-- THE PROBLEM --
I'd like the entries that follow repeated exactly, with the pictures left out.

○ ○ ○ ○ ○ ○ ○

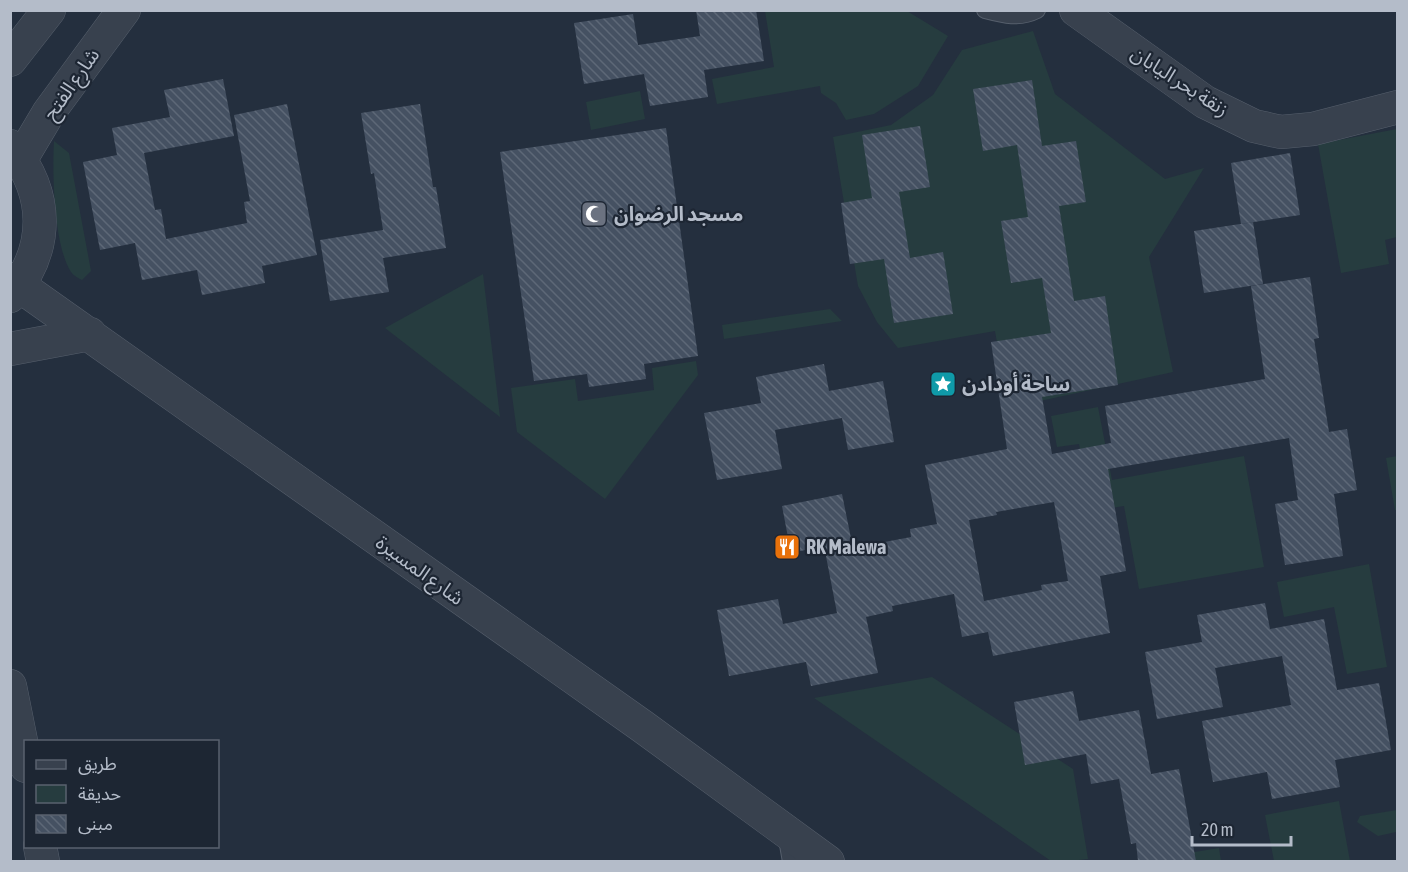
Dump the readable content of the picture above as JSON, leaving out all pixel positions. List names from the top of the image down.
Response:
{
  "streets": {
    "street": ["زنقة بحر اليابان", "شارع الفتح", "شارع المسيرة"]
  },
  "places": {
    "mosque": ["مسجد الرضوان"],
    "place": ["ساحة أودادن"],
    "restaurant": ["RK Malewa"]
  },
  "legend": ["طريق", "حديقة", "مبنى"],
  "scale_bar": "20 m"
}
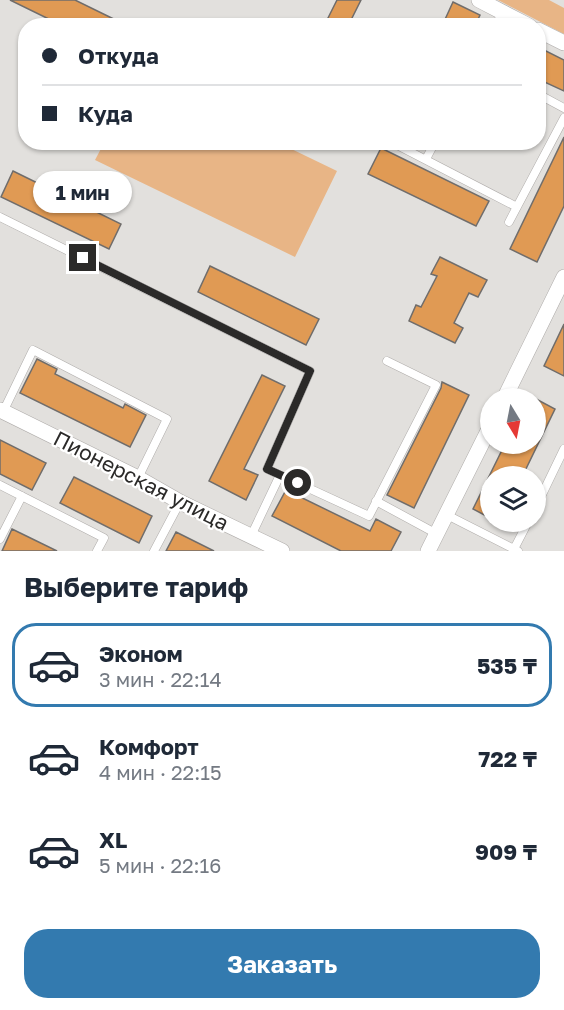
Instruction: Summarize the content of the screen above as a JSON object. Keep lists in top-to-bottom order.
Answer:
{
  "streets": {
    "street": ["Пионерская улица"]
  },
  "north": "bottom",
  "page": {
    "banner": ["Откуда", "Куда"],
    "bubble": "1 мин",
    "heading": "Выберите тариф",
    "list": [
      {
        "name": "Эконом",
        "note": "3 мин · 22:14",
        "value": "535 ₸"
      },
      {
        "name": "Комфорт",
        "note": "4 мин · 22:15",
        "value": "722 ₸"
      },
      {
        "name": "XL",
        "note": "5 мин · 22:16",
        "value": "909 ₸"
      }
    ],
    "buttons": "Заказать"
  }
}
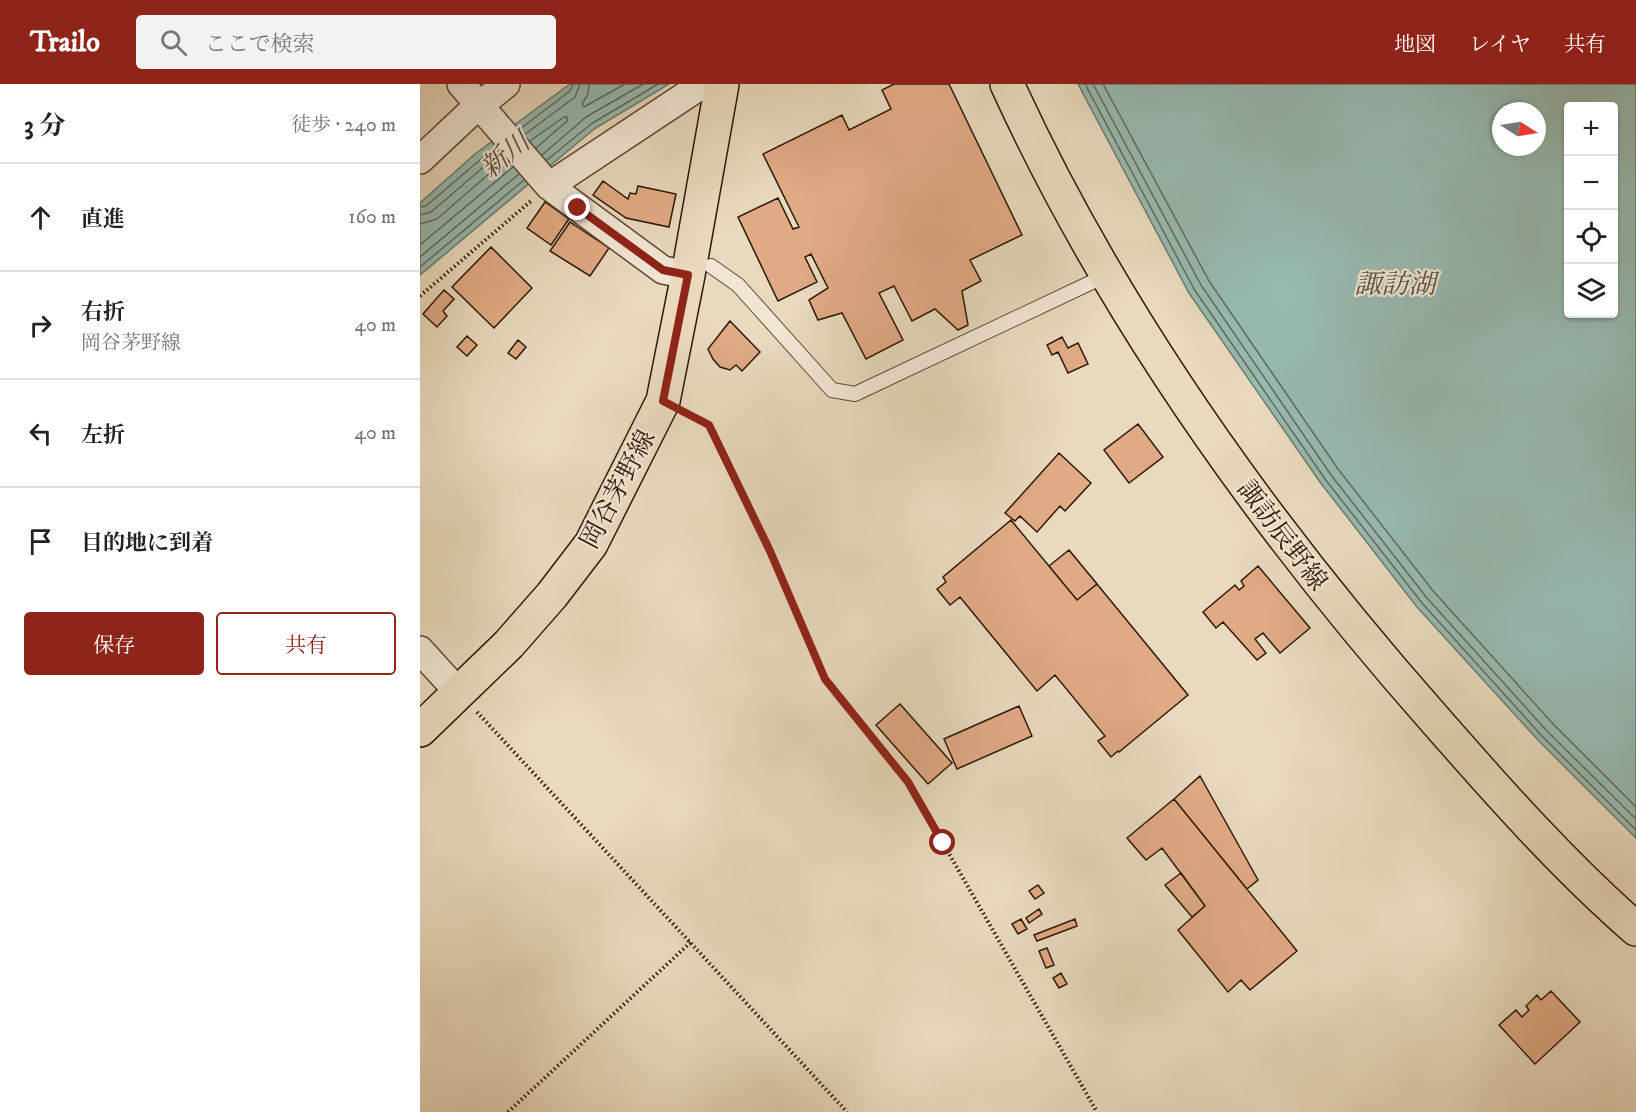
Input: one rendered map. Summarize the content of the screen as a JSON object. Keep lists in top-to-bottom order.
{
  "streets": {
    "main road": ["岡谷茅野線", "諏訪辰野線"]
  },
  "water": ["新川", "諏訪湖"],
  "north": "right",
  "page": {
    "header": "Trailo",
    "search": "ここで検索",
    "nav": ["地図", "レイヤ", "共有"],
    "heading": ["3 分", "徒歩 · 240 m"],
    "map_buttons": ["+", "−"],
    "list": [
      ["直進", "160 m"],
      ["右折", "岡谷茅野線", "40 m"],
      ["左折", "40 m"],
      "目的地に到着"
    ],
    "buttons": ["保存", "共有"]
  }
}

○ ○ ○ ○ ○ ○ ○

-- ANSWER --
Dump the readable content of the picture above as JSON, leaving out all pixel positions. List names from the top of the image down.
Response:
{
  "streets": {
    "street": ["زنقة بحر اليابان", "شارع الفتح", "شارع المسيرة"]
  },
  "places": {
    "mosque": ["مسجد الرضوان"],
    "place": ["ساحة أودادن"],
    "restaurant": ["RK Malewa"]
  },
  "legend": ["طريق", "حديقة", "مبنى"],
  "scale_bar": "20 m"
}
Instruction: Summarize the content of the screen above as a JSON object. Keep lists in top-to-bottom order.
Answer:
{
  "streets": {
    "street": ["Пионерская улица"]
  },
  "north": "bottom",
  "page": {
    "banner": ["Откуда", "Куда"],
    "bubble": "1 мин",
    "heading": "Выберите тариф",
    "list": [
      {
        "name": "Эконом",
        "note": "3 мин · 22:14",
        "value": "535 ₸"
      },
      {
        "name": "Комфорт",
        "note": "4 мин · 22:15",
        "value": "722 ₸"
      },
      {
        "name": "XL",
        "note": "5 мин · 22:16",
        "value": "909 ₸"
      }
    ],
    "buttons": "Заказать"
  }
}
Input: one rendered map. Summarize the content of the screen as a JSON object. Keep lists in top-to-bottom order.
{
  "streets": {
    "main road": ["岡谷茅野線", "諏訪辰野線"]
  },
  "water": ["新川", "諏訪湖"],
  "north": "right",
  "page": {
    "header": "Trailo",
    "search": "ここで検索",
    "nav": ["地図", "レイヤ", "共有"],
    "heading": ["3 分", "徒歩 · 240 m"],
    "map_buttons": ["+", "−"],
    "list": [
      ["直進", "160 m"],
      ["右折", "岡谷茅野線", "40 m"],
      ["左折", "40 m"],
      "目的地に到着"
    ],
    "buttons": ["保存", "共有"]
  }
}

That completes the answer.